Please get in touch with the Infrastructure Team if you need to run builds on
this pool for your project in the rust-lang
organization.
Maintenance procedures
Updating the GitHub Actions runner version
Our self-hosted CI runs on a custom fork of the GitHub Actions runner, which improves the security of the setup. The fork needs to be manually rebased every time a new version comes out though, and that needs to be done relatively quickly to prevent CI from stopping1.
Once a new release of actions/runner is out, clone rust-lang/gha-runner and fetch the new tag pushed to the upstream repository. Then, rebase the changes on top of the latest tag:
git rebase --onto ${NEW_TAG} ${OLD_TAG} ${OLD_TAG}-rust${N}
For example, if the new tag is v2.275.0
, the old tag is v2.274.2
and there
were two releases of our fork, the command to execute would be:
git rebase --onto v2.275.0 v2.274.2 v2.274.2-rust2
The last commit to rebase will conflict, as that commit updates the version
number and the release notes. Add the -rust1
suffix to the new version number
and remove the description of the changes from the changelog (keeping the
“Fork of the GitHub Actions runner used by the Rust Infrastructure Team.”

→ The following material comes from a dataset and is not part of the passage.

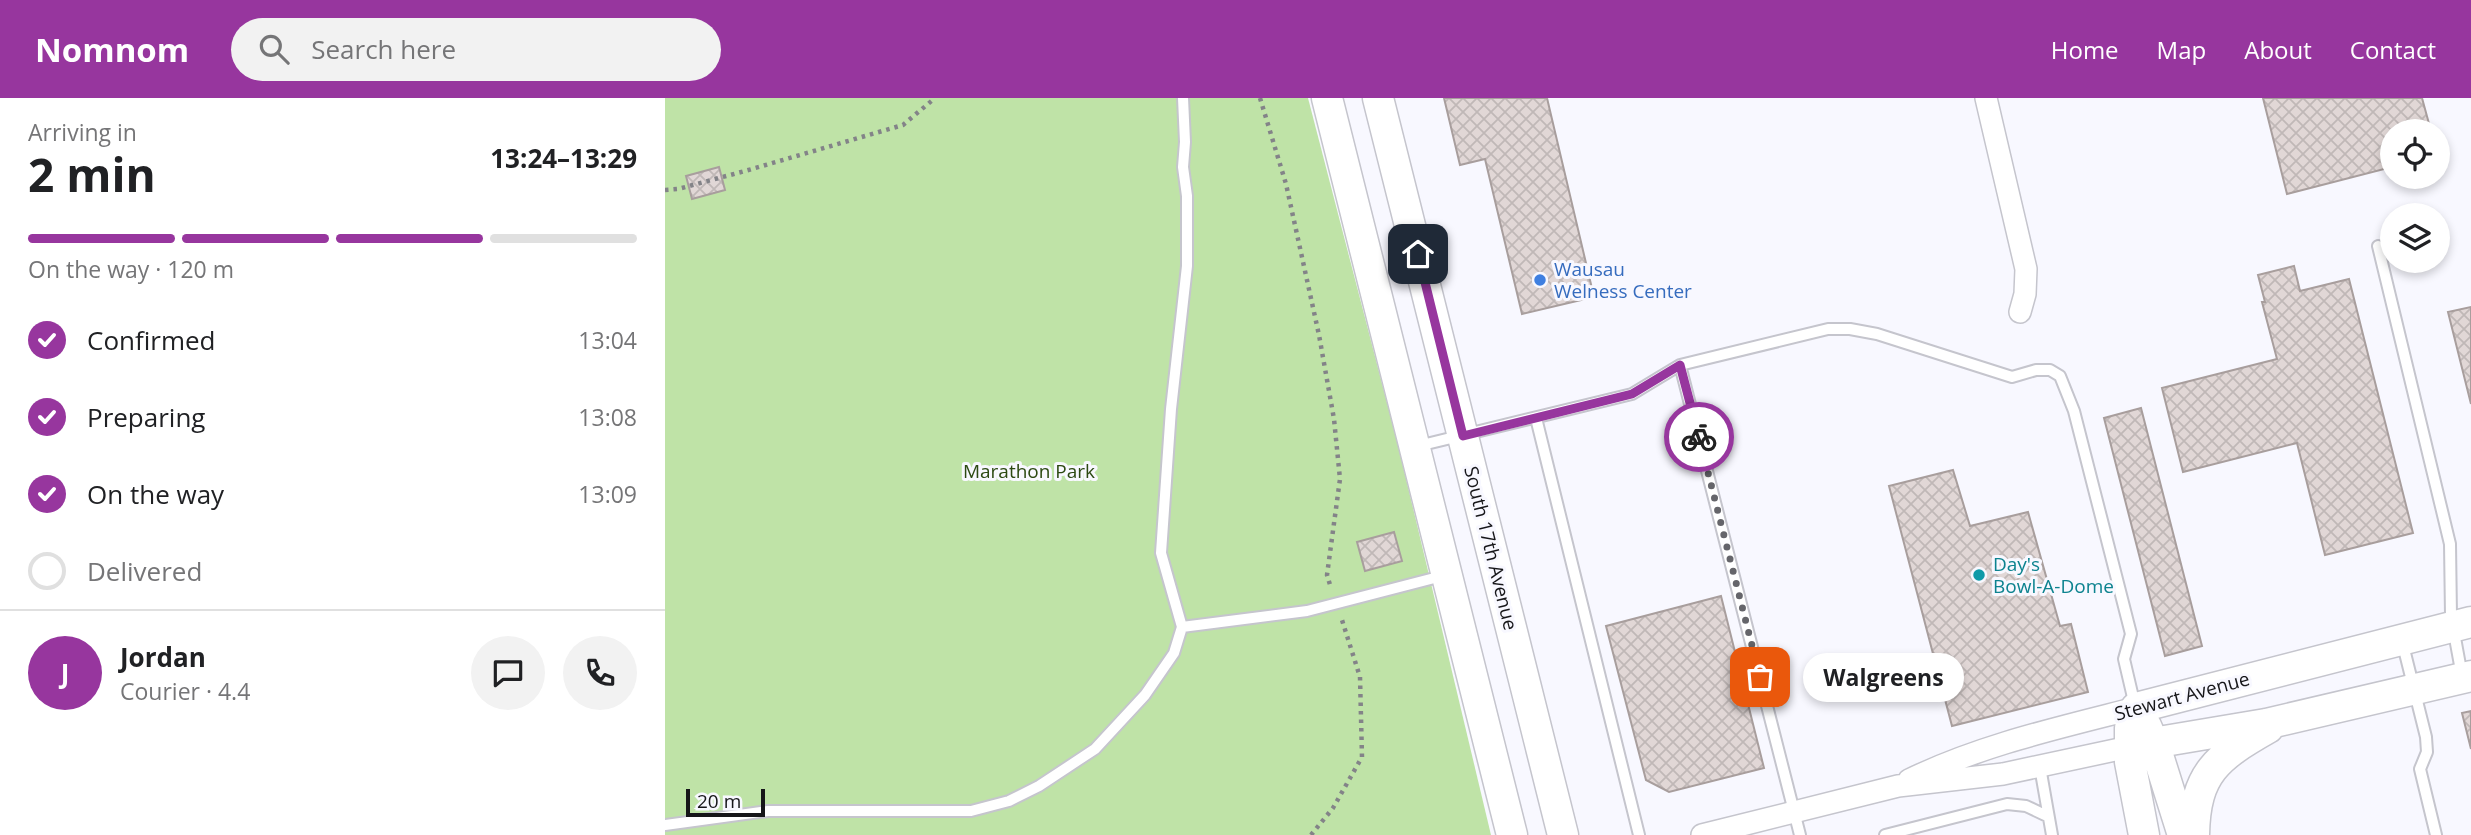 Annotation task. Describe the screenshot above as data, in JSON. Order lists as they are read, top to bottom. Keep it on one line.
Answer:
{"streets":{"main road":["South 17th Avenue","Stewart Avenue"]},"parks":["Marathon Park"],"places":["Wausau Welness Center","Day's Bowl-A-Dome","Walgreens"],"scale_bar":"20 m","page":{"header":"Nomnom","search":"Search here","nav":["Home","Map","About","Contact"],"heading":["2 min","Arriving in","13:24–13:29"],"panel":["Jordan","Courier · 4.4"],"bar":"On the way · 120 m","list":[["Confirmed","13:04"],["Preparing","13:08"],["On the way","13:09"],"Delivered"],"round":"J","bubble":"Walgreens","scale":"20 m"}} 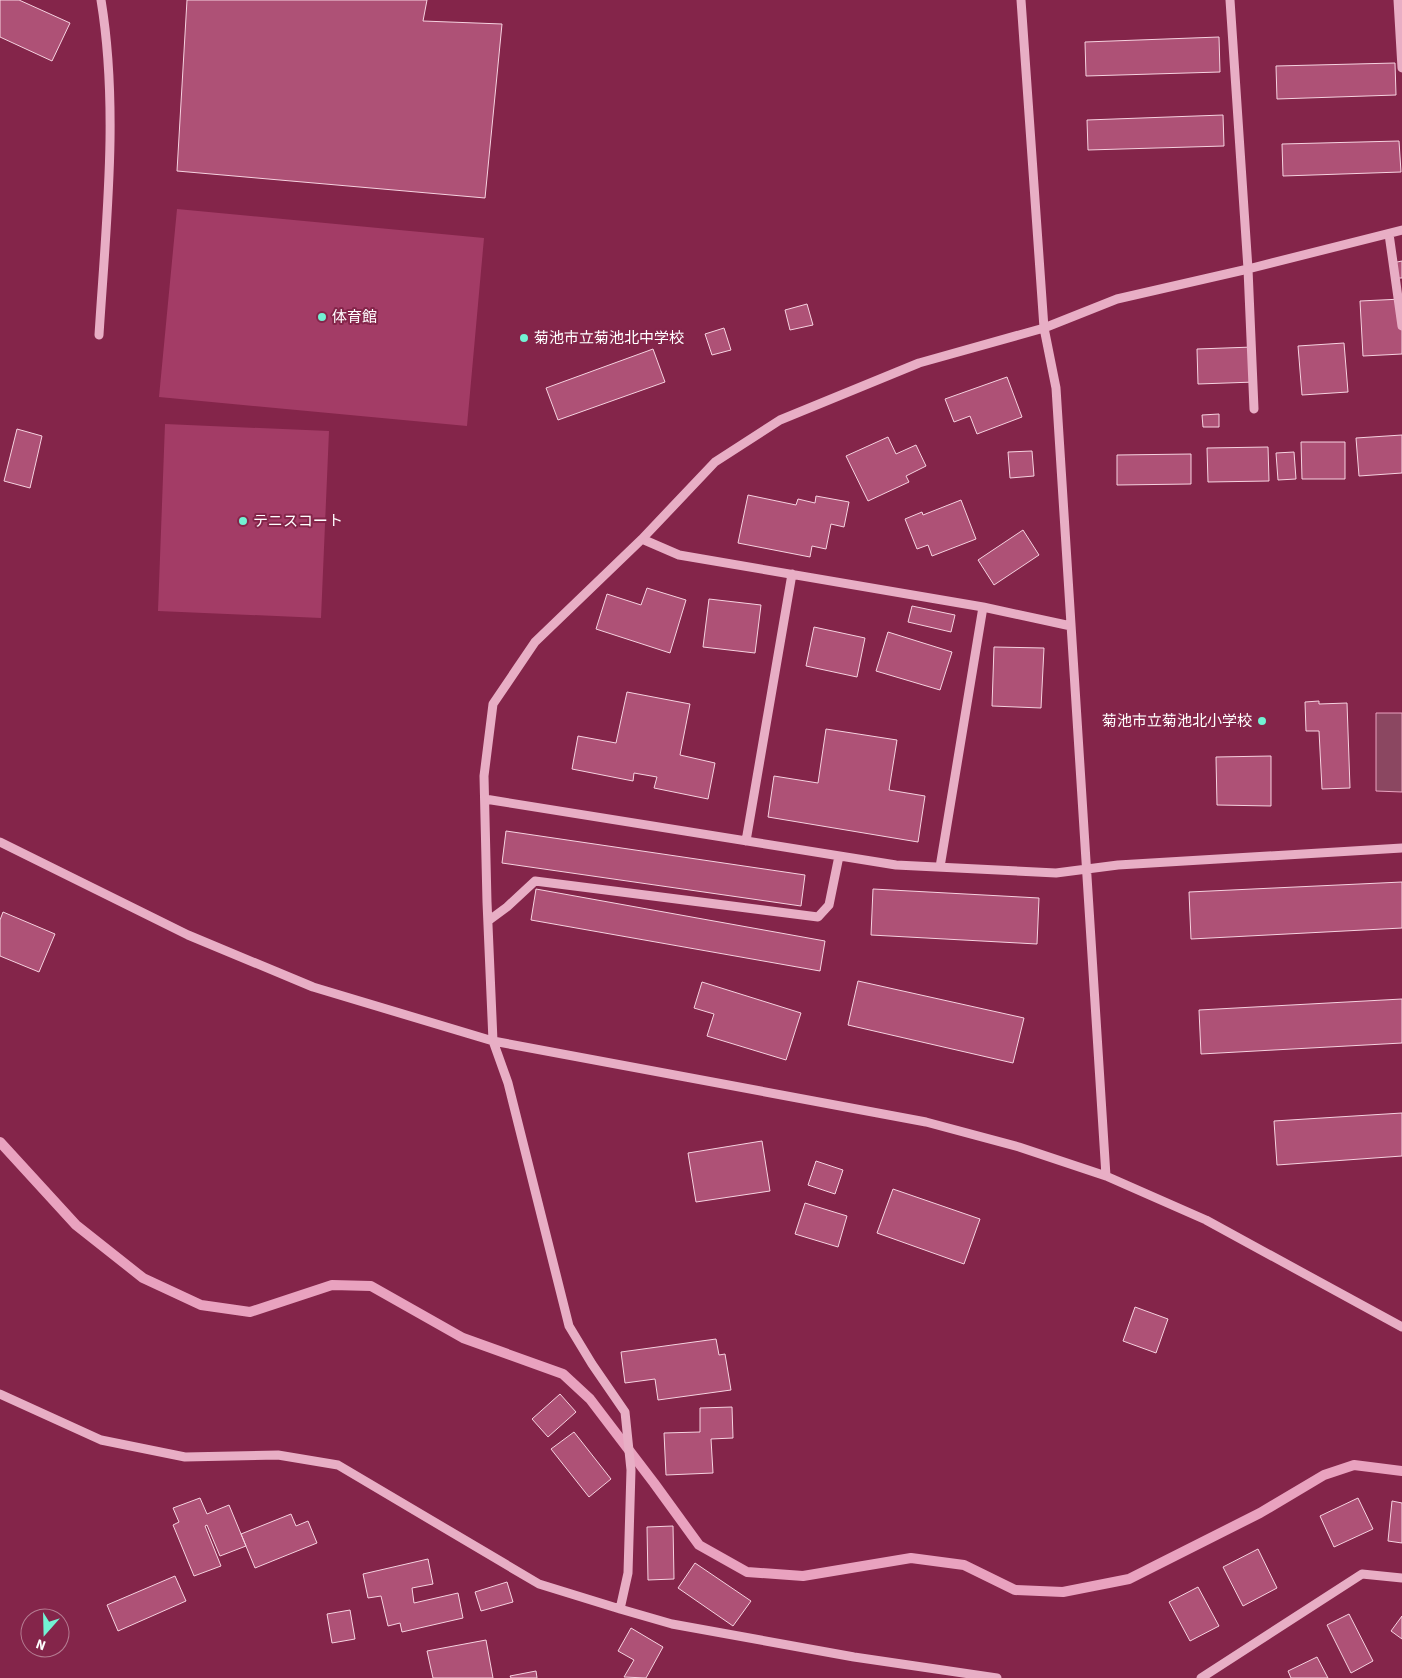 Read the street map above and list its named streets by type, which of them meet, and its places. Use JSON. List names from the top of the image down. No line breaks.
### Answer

sentence). Once the rebase is complete force-push the commits to main
.
After you force-push the new commits to main
you’re done! CI will create a
tag, build the release, upload it to GitHub Releases, and automatically push a
commit to rust-lang/gha-self-hosted bumping the pinned
runner version to download in the images. The servers will then shortly pull
the latest changes, rebuild the images and restart idle VMs.
The GitHub Actions runner really wants to self-update when a new release is out, but such updates would prevent our security mitigations. Because of that, one of the patches in our fork disable self-updates, but that means the runner just stops working until it’s updated.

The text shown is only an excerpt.